Raphael Montes: Eu vim no ano passado [na feira], fiquei uma noite só e hoje não vou poder ficar nenhuma noite, de modo que da próxima vez que eu vier, espero que a feira continue me convidando, eu pretendo passar o final de semana, porque não é possível que eu não conheça Porto Alegre.

Culturíssima: Tem algum autor gaúcho que você conheça, que você goste?

Raphael Montes: Não conheci o Moacyr, infelizmente, falam que era uma pessoa incrível. Eu cresci lendo Moacyr Scliar, adoro Moacyr Scliar. O livro Um país chamado infância, ele me marcou muito quando eu li.
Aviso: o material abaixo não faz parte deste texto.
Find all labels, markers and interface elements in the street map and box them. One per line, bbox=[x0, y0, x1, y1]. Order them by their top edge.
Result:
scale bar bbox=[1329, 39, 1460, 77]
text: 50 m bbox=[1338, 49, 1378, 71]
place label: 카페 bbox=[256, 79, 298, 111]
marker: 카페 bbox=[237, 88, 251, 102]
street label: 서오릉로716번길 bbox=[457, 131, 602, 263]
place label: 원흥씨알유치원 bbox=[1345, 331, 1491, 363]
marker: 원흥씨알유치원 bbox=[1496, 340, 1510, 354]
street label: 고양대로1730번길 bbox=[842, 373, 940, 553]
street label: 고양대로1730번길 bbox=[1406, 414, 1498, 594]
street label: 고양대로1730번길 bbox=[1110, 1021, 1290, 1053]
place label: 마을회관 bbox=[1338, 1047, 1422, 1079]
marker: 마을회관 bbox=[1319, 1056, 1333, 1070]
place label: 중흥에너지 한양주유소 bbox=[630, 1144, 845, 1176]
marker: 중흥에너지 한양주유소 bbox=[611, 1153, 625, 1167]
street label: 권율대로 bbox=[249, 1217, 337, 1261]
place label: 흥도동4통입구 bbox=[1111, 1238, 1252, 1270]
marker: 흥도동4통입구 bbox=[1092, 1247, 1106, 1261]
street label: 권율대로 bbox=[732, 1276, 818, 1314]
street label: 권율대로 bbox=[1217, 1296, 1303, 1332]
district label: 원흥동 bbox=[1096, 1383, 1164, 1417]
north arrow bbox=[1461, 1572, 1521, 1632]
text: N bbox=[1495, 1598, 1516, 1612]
É um dos poucos livros que eu guardo da infância, ele e Pedro Bandeira.

E atual, tem minha queridona amiga Luísa Geisler. Eu e Luísa trocamos livros, eu quando escrevo mostro para ela, ela quando escreve mostra para mim. Eu e ela, particularmente, nos damos muito bem. E é muito engraçado porque nós escrevemos coisas absolutamente distintas. Não temos nada a ver um com o outro em termos de literatura. Ela lê meus livros e diz Raphael tem muita reviravolta, muita coisa acontece, e eu leio os dela e falo Luísa, nada acontece. E é bom porque eu tenho uma atenção mais com a linguagem, que é o que ela faz, ela me aponta isso. E eu aponto sugestões de trama, isso você esconde para liberar ali.

Culturíssima: Mais alguma coisa?

Raphael Montes: Eu sempre faço o convite para quem se interessar, estou nas redes sociais. Tem a página Raphael Montes no Facebook e tem a minha página pessoal, que é o Raphael Montes III, o I e II estão cheios. Tem Twitter. Lá eu mantenho todas as minhas novidades. Agora eu me meti a escrever meu primeiro longa-metragem sozinho, sem que ninguém me pedisse. Eu fiz dois longas, mas eram encomendados, me passaram a história e eu fiz. Fiz a série do Espinosa, adaptação para contos, uma série na Globo, tudo em um ano. Por isso o próximo livro está parado e demorando, porque eu estou fazendo audiovisual.